Il est fidèle en cela à ses anciens amis de l’ADR qui s’opposent « avec véhémence » à la cancel culture : « Nous pensons que ce ‘mouvement’ est sur le point de détruire notre culture et celle du monde occidental. » Son chapitre Kultur a Patrimoine ne compte pas moins 18 pages. Tout en voulant augmenter le budget du ministère de la Culture, le parti veut abolir plusieurs décisions récentes (établissements publics, charte de déontologie). Arguant de la liberté d’expression, il veut « éviter que l’État ne s’immisce trop dans la vie culturelle ». Pour l’ADR, la politique culturelle est surtout un moyen de conserver les institutions, traditions, langue et histoire spécifiquement luxembourgeoises. Ainsi, le patrimoine occupe une place prépondérante dans le programme. Le parti populiste exige un moratoire pour tous les immeubles bâtis avant la Seconde Guerre mondiale et intime à une augmentation des moyens des instituts concernés, l’accélération des classements dans les communes, un soutien aux associations, des subsides aux particuliers ou encore la sensibilisation du public… La défense de la langue luxembourgeoise est l’autre cheval de bataille de l’ADR. Il convoque la création d’un ministère « fir Sprooch, Integratioun a Kultur » qui serait notamment chargé de « soutenir et promouvoir la culture luxembourgeoise et de veiller à ce que davantage de productions soient réalisées en luxembourgeois, comme des films, des livres, des livres audio, par le biais de financements et de prix ou récompenses. »

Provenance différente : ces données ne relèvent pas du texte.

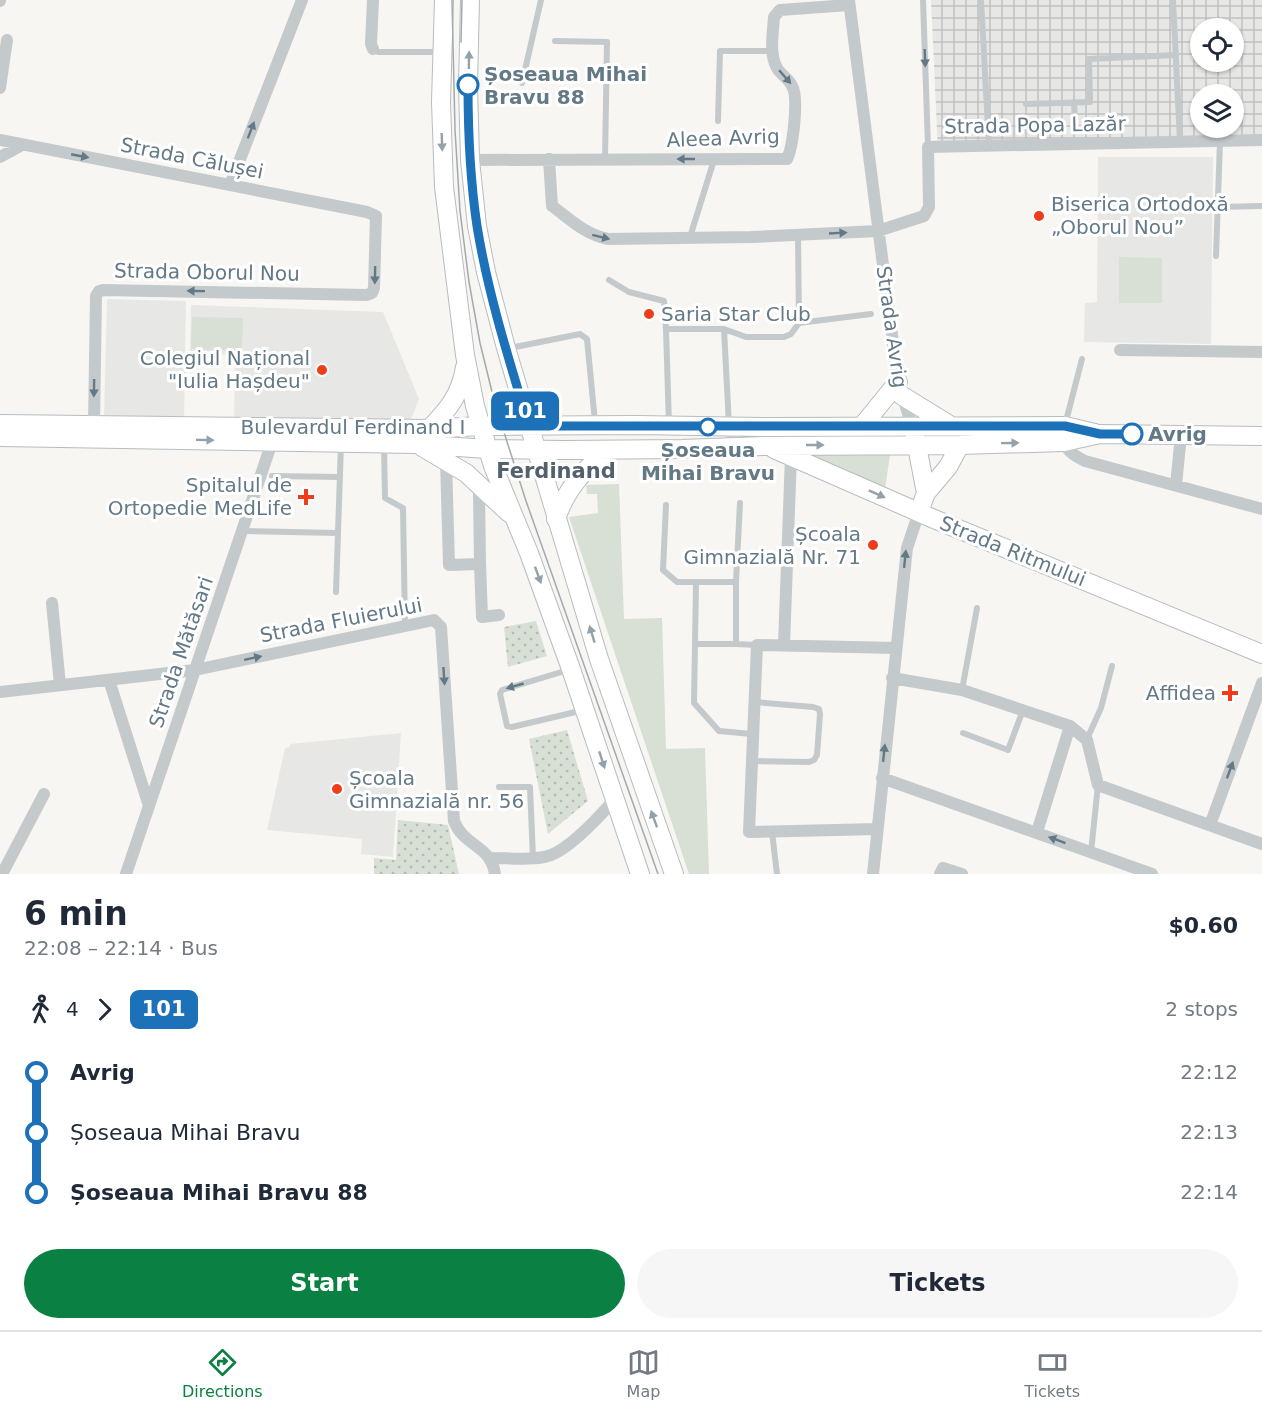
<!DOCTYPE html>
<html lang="en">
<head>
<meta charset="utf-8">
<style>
  body { margin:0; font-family:"DejaVu Sans",sans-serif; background:#f6f6f7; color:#1f2937; height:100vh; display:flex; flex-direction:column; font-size:22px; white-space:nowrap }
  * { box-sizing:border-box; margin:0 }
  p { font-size:20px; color:#747a83 }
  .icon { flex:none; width:33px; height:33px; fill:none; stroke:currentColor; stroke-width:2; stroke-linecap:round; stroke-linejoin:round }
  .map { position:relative; height:874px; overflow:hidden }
  .side { display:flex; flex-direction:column; background:#fff; flex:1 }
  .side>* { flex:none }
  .badge { padding:0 12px; border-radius:9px; font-size:21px; line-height:39px }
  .tools { position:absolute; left:1190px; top:18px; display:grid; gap:12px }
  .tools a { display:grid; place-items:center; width:54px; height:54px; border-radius:50%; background:#fff; box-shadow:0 2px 4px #0004; font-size:30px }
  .map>.badge { position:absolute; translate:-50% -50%; box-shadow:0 0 0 3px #fff }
  .legs { display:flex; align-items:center; gap:9px; height:66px; padding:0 24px; font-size:20px }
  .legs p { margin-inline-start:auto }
  .overview { display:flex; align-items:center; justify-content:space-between; height:102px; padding:0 24px }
  h1 { font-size:33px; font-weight:600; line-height:45px }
  .primary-button { display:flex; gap:12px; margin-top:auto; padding:12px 24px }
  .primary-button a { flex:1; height:69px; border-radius:36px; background:#0b8043; color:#fff; font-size:24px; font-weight:600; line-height:69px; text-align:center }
  .primary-button a+a { background:#f6f6f7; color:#1f2937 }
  ul { padding:0 24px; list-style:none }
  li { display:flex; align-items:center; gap:21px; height:60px; font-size:22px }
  li i { display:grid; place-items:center; width:9px; height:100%; margin:0 8px; background:currentColor }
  li i::after { content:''; width:15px; height:15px; margin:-8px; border:4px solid; border-radius:50%; background:#fff }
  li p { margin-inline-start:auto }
  li:first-child i { background:linear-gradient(#0000 50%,currentColor 0) }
  li:last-child i { background:linear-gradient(currentColor 50%,#0000 0) }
  .dock { display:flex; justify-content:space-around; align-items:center; height:84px; border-top:2px solid #e0e1e3; background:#fff; font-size:16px; color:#747a83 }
  .dock a { display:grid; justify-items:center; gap:3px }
  .dock .active { color:#0b8043 }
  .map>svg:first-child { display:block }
  .built { fill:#e7e8e6 }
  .industrial { fill:url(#industrial-grid); fill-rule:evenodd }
  .grass { fill:url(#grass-dots) }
  .garden { fill:#d8dfd4 }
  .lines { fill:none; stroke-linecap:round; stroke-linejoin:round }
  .primary-casing { stroke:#b7bcbf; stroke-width:20 }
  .lane { stroke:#c4c9cb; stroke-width:6 }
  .street { stroke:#c4c9cb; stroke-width:12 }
  .primary { stroke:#fff; stroke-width:18 }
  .tram { stroke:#a2aaaf; stroke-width:1.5 }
  .oneway { fill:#637986 }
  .oneway2 { fill:#92a1aa }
  .line-1-casing { stroke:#fff; stroke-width:14 }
  .line-1 { stroke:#1d71b8; stroke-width:9 }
  .stop-1-dot { fill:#fff; stroke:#1d71b8; stroke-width:3 }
  .poi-dot { fill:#ef3d1b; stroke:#fff; stroke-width:2 }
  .labels { text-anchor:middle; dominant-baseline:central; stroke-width:6; stroke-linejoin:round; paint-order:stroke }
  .stop-label { font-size:20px; font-weight:bold; fill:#637986; stroke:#fff; text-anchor:start }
  .street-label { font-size:20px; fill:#637986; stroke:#fff }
  .poi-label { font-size:20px; fill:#637986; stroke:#fff; text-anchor:end }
  .neighbourhood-label { font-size:21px; font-weight:bold; fill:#52616b; stroke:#fff }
</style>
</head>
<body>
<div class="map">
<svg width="1262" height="874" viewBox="0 0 1262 874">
  <defs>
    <pattern id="industrial-grid" width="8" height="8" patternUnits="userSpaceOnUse" patternTransform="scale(1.5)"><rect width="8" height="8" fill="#e7e8e6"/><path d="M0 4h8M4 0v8" fill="none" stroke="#bfc1c0"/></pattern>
    <pattern id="grass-dots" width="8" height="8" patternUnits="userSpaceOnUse" patternTransform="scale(1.5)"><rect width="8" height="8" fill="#d8dfd4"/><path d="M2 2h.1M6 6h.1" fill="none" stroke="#b3bab2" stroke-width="1.8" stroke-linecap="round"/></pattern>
  </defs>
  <rect width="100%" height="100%" fill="#f7f6f3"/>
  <!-- built -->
  <path class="built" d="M1098,157H1213L1211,344L1084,342L1085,303L1097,302Z
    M107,299L186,301L184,420L104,418Z
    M191,305L383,312L419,399L412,417L409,420L234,423L235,355L190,354Z
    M401,733L393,857L361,854L362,839L267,830L285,748L290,747V744Z"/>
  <!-- industrial -->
  <path class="industrial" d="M931,0H1262V144L938,152ZM1200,28H1233V62H1200ZM1200,94H1233V128H1200Z"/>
  <!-- grass -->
  <path class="grass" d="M536,621L547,656L508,667L504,627Z
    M567,730L588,801L548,834L529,739Z
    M398,820L448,825L459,874H374V858L396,860Z"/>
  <!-- garden -->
  <path class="garden" d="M1119,257L1162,258V303H1119Z
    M192,317L243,318L242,351L191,349Z
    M807,455H890L885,489Z
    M619,484L624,619L662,618L666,749L705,748L709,874H689L569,517L598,513L597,494H587L586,485Z"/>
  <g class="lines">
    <!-- primary casing -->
    <g class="primary-casing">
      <path id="primary" d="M444,0L441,102L444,187L465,355L475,406L493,466L529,553L571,669L640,874
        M470,0L468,85L470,160L477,226L486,272L506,348L599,659L674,874
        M901,395L948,424
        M2,424L429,429L480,426L636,425L762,427L1065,426L1095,433
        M863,425L898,382
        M429,429C448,410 461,394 465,367
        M915,436L926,493L919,512
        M0,437L415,444L487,449L564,450L682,449L765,446L960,445L1064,442L1100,434L1262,436
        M422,447L466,473L509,513
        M774,449L934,519L1262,654
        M926,493L948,467L960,445
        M556,519C566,489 584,468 609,450"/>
    </g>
    <!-- lane -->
    <path class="lane" d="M923,0L928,147
      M981,0L989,145
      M1173,0L1180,141
      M555,41L607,42L605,159
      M373,49L378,52H439
      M522,83L541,0
      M1074,102L1075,122
      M1026,104L1090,102L1089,59L1176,55
      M718,121L720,51H772
      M1218,207L1262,206
      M798,235L799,323
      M690,237L714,160
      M1216,256L1220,141
      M609,280L629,292L664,301L666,329H724L746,337H784L791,334L799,323L871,314
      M666,329L669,425
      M724,329L730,445
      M510,348L580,334L587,339L595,422
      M1065,425L1082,359
      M384,445L385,498L403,508L405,626
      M272,476L340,477
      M740,503L736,582V644L757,645
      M666,505L663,570L677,582H736
      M243,531L338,533
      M696,583L694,703L719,731L752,734
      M336,592L341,444
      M695,644H736
      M568,670L502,690L500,694L507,726L512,727L584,710
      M962,690L977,608
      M963,733L1008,750L1023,710
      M1087,739L1101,708L1112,666
      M751,761L809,762L814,760L817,755L820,714L819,709L813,707L754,702
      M499,787H530L533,858
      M772,832L777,874
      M1091,852L1098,785"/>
    <!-- street -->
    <path class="street" d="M849,0L898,382L912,426
      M0,1V0
      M373,49L371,44L373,0
      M0,88L7,40
      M0,140L367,212L376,216L374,288L372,293L367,295L103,290L99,291L96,296L94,425
      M0,157L22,145
      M549,159L552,206C570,219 586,235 608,239L751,237L878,231L924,216L929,207L928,147L1262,140
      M470,160L787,159C793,147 799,97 792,86C789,79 781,75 777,68C769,54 773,33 774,17L780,10L849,5
      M230,185L302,0
      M1120,350L1262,352
      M1064,436C1064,450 1073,455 1085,461L1262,509
      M446,460L449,565L480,564L482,617L499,615
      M1176,485L1181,435
      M479,492L480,564
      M52,603L60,685
      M784,645L791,456
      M892,678L962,690L1070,726L1087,740L1098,785L1262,844
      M109,680L149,806
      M0,692L195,670L434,620L441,627L454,821C464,847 491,845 495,874
      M882,778L1152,874
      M1210,825L1262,683
      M877,829L749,832L757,645L896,648
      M1037,832L1070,726
      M491,858C510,858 534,861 551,855C572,847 600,816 615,799
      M2,874L44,794
      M126,874L272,442
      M873,874L907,548L919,512
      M940,874L943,868L962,874"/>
    <!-- primary -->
    <use href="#primary" class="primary"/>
    <!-- tram -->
    <path class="tram" d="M452,0L455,130L460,211L469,282L480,343L495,404L526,501L658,874
      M461,42L462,0"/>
  </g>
  <!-- one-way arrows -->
  <defs><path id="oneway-solid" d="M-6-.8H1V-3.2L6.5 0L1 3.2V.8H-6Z" transform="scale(1.5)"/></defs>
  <g class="oneway">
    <use href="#oneway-solid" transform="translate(925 58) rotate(88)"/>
    <use href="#oneway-solid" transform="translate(785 77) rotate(49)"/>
    <use href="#oneway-solid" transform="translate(251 130) rotate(-69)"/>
    <use href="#oneway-solid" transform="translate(80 156) rotate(11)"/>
    <use href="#oneway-solid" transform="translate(686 159) rotate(180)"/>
    <use href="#oneway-solid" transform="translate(838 233) rotate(-3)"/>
    <use href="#oneway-solid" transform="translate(601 237) rotate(14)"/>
    <use href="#oneway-solid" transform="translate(375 275) rotate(91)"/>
    <use href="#oneway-solid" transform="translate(196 291) rotate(-179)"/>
    <use href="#oneway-solid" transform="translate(94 388) rotate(91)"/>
    <use href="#oneway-solid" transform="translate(905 559) rotate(-84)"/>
    <use href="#oneway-solid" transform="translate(253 658) rotate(-12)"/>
    <use href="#oneway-solid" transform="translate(444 676) rotate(86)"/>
    <use href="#oneway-solid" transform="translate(515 686) rotate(164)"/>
    <use href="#oneway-solid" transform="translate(884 753) rotate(-84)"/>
    <use href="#oneway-solid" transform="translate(1230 770) rotate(-70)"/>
    <use href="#oneway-solid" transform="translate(1057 840) rotate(-160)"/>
  </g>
  <g class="oneway2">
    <use href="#oneway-solid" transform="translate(469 60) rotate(-89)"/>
    <use href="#oneway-solid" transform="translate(442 142) rotate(88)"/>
    <use href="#oneway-solid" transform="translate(205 440) rotate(1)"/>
    <use href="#oneway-solid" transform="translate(1010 443) rotate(-1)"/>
    <use href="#oneway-solid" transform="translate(815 445)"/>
    <use href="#oneway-solid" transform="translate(877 494) rotate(24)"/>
    <use href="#oneway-solid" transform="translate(538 575) rotate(70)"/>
    <use href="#oneway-solid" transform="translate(592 634) rotate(-107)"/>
    <use href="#oneway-solid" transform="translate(602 760) rotate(72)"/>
    <use href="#oneway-solid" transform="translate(654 819) rotate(-110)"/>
  </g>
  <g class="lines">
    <!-- line-1 casing -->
    <g class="line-1-casing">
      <path id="line-1" d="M468,85C468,132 470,179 477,226C488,294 509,360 529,426H1065L1100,434H1132"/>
    </g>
    <!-- line-1 -->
    <use href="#line-1" class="line-1"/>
  </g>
  <!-- markers -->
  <g class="stop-1-dot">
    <circle cx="468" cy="85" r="10"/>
    <circle cx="708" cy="427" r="8"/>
    <circle cx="1132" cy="434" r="10"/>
  </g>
  <g class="poi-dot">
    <circle cx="1039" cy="216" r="6"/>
    <circle cx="649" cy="314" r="6"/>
    <circle cx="322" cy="370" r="6"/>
    <path d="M303 488h6v6h6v6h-6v6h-6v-6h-6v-6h6z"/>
    <circle cx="873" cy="545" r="6"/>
    <path d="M1227 684h6v6h6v6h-6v6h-6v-6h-6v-6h6z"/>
    <circle cx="337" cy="789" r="6"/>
  </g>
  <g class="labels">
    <!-- stop labels -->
    <g class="stop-label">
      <text x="484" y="74">Șoseaua Mihai<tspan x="484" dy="23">Bravu 88</tspan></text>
      <text x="1148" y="434">Avrig</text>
      <text x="708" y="450" text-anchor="middle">Șoseaua<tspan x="708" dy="23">Mihai Bravu</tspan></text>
    </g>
    <!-- street labels -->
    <g class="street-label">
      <text transform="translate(1035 125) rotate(-1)">Strada Popa Lazăr</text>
      <text transform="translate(723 138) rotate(-2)">Aleea Avrig</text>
      <text transform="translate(192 158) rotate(11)">Strada Călușei</text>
      <text transform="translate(207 272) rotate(1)">Strada Oborul Nou</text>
      <text transform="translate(892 327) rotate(82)">Strada Avrig</text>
      <text x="353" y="427">Bulevardul Ferdinand I</text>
      <text transform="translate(1013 551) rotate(22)">Strada Ritmului</text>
      <text transform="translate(341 620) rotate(-11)">Strada Fluierului</text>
      <text transform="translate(181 652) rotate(-71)">Strada Mătăsari</text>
    </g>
    <!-- poi labels -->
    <g class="poi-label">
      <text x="1051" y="204" text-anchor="start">Biserica Ortodoxă<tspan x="1051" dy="23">„Oborul Nou”</tspan></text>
      <text x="661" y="314" text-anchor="start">Saria Star Club</text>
      <text x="310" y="358">Colegiul Național<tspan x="310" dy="23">"Iulia Hașdeu"</tspan></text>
      <text x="292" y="485">Spitalul de<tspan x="292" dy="23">Ortopedie MedLife</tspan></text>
      <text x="861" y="534">Școala<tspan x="861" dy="23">Gimnazială Nr. 71</tspan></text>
      <text x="1216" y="693">Affidea</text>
      <text x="349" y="778" text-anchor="start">Școala<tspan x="349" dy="23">Gimnazială nr. 56</tspan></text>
    </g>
    <!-- neighbourhood labels -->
    <g class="neighbourhood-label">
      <text x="556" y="471">Ferdinand</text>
    </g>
  </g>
</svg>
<div class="tools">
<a><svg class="icon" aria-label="locate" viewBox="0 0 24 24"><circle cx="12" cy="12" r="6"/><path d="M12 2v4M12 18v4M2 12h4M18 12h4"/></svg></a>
<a><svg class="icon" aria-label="layers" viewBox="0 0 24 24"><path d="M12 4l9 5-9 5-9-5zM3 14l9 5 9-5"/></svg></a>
</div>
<b class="badge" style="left:525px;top:411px;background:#1d71b8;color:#fff">101</b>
</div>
<section class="side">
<div class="overview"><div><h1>6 min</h1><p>22:08 – 22:14 · Bus</p></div><b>$0.60</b></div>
<div class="legs"><svg class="icon" aria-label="walk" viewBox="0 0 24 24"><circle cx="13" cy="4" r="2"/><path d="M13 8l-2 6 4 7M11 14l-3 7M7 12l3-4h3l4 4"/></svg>4<svg class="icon" aria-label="forward" viewBox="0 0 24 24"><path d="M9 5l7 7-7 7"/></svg><b class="badge" style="background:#1d71b8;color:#fff">101</b><p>2 stops</p></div>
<ul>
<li><i style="color:#1d71b8"></i><b>Avrig</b><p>22:12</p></li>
<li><i style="color:#1d71b8"></i><span>Șoseaua Mihai Bravu</span><p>22:13</p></li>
<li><i style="color:#1d71b8"></i><b>Șoseaua Mihai Bravu 88</b><p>22:14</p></li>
</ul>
<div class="primary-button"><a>Start</a><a>Tickets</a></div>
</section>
<nav class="dock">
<a class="active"><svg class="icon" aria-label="directions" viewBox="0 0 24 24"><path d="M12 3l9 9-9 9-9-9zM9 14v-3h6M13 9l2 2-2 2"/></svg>Directions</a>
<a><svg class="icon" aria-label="map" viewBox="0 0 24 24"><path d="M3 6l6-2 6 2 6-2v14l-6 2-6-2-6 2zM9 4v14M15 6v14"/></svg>Map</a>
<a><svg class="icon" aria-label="tickets" viewBox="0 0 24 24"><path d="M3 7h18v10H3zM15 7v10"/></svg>Tickets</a>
</nav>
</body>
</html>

Au sortir de cinq années à la tête du ministère de la Culture, Déi Gréng veut surtout prolonger ses actions. Sam Tanson se voit bien se succéder à elle-même. Aussi, la protection du patrimoine est aussi un volet important des propositions des Verts qui veulent « renforcer les moyens pour assurer la mise en pratique de la loi relative au patrimoine culturel » avec des aides pour la rénovation énergétique des bâtiments protégés, plus de ressources aux institutions spécialisées, une plus grande implication des communes ou la création d’un Centre des monuments nationaux. Dans la continuité de la politique menée, Déi Gréng souhaite réflexion sur la suite du plan de développement culturel (KEP) ainsi que le maintien des assises et la poursuite de la professionnalisation de la scène culturelle. Le programme cite une série d’infrastructures déjà plus ou moins sur les rails – Villa Louvigny, NeiSchmelz, Bâtiment Schuman, Ressourcerie – et met en avant d’autres projets comme la création d’un Centre national de l’architecture et de l’urbanisme ou la transformation de la Halle des Soufflantes de Belval en « un lieu de culture et de rencontre pour y implanter le Centre national de la culture industrielle ». La mise en place de plans de développement culturel communaux, le renforcement de l’éducation à la culture ou encore l’introduction de bons pour des dépenses culturelles pour les jeunes, sont quelques autres mesures d’une politique culturelle présentée comme « féministe et inclusive » qui nécessite « une augmentation des budgets et des structures » :
Le DP plaide pour que le budget du ministère de la Culture atteigne un pour cent du budget national. Côté patrimoine, le parti démocratique veut valoriser les « lieux de culture classiques qui ont marqué l’histoire de notre pays », les sites archéologiques et les jardins historiques. Il espère aussi aplanir les différences entre protection nationale et communale, prône l’utilisation à des fins culturelles d’églises désacralisées et appelle à la fondation d’un institut pour les biens culturels immatériels. En accord avec son partenaire de coalition, le DP espère prolonger le KEP et les assises. Il continue à prôner la création d’une galerie nationale « destinée à exposer et à conserver les œuvres d’artistes luxembourgeois reconnus ». Les libéraux promettent des « espaces résidentiels supplémentaires pour les jeunes artistes indépendants » et proposent la conversion de surfaces commerciales vides en ateliers. Le programme prend des allures de bilan quand il met en avant des initiatives libérales comme la gratuité de l’enseignement musical ou la semaine d’action culturelle Lëtzebuerg (er)liewen dans les écoles. Esch2022 est abondamment cité (l’échevin à la Culture d’Esch, Pim Knaff, et Nancy Braun figurent sur la liste DP dans le Sud). De là vient l’idée d’encourager le mécénat à travers une plateforme de mise en relation entre les entreprises et les artistes qui a pourtant fait flop pendant l’année culturelle.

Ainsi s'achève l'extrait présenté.